Во внутренней речи дискурсивно-смысловые коннотации поэтической прозы И.С. Тургенева превалируют над узуальным значением образного слова. Эта закономерность подтверждается и исследованиями психологов. Во внутренней речи, по утверждению Л.С. Выготского, происходит обогащение слов смыслом и преобладание смысла над значением достигает предела. Объясняется это двумя факторами. Во-первых, согласно учению А.Р. Лурия, «…мысленная речь навевается и моментами разного рода раздумий…». Сравним первоначальное название стихотворений в прозе И.С. Тургенева «Старческие раздумья». Во-вторых, внутренняя речь является, как видим, речью «для себя» и «про себя», в то время как внешняя (озвученная) – это речь для «других».

Литература:

1.                   Алефиренко, Н.Ф. Язык, познание и культура: Когнитивно-семиологическая синергетика слова [Текст] / Н.Ф. Алефиренко. Волгоград, 2006.

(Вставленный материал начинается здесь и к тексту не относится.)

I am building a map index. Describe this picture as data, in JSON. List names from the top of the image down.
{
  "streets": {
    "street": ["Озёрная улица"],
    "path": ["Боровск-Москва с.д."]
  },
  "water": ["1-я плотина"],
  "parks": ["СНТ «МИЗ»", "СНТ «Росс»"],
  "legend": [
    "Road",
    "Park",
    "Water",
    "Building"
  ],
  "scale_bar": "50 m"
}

2.                   Библия. Книги Священного Писания. Ветхого и Нового Завета [Текст] / Библия. М., 2007.

3.                   Доманский, В.А. Литература и культура: Культурологический подход к изучению словесности в школе [Текст] / В.А. Доманский. М., 2002.

4.                   Потебня, А.А. Эстетика и поэтика [Текст] / А.А. Потебня. М., 1976. 614 с.

5.                   Тургенев, И.С. Полное собрание сочинений и писем в тридцати томах [Текст] / И.С. Тургенев. М., 1978.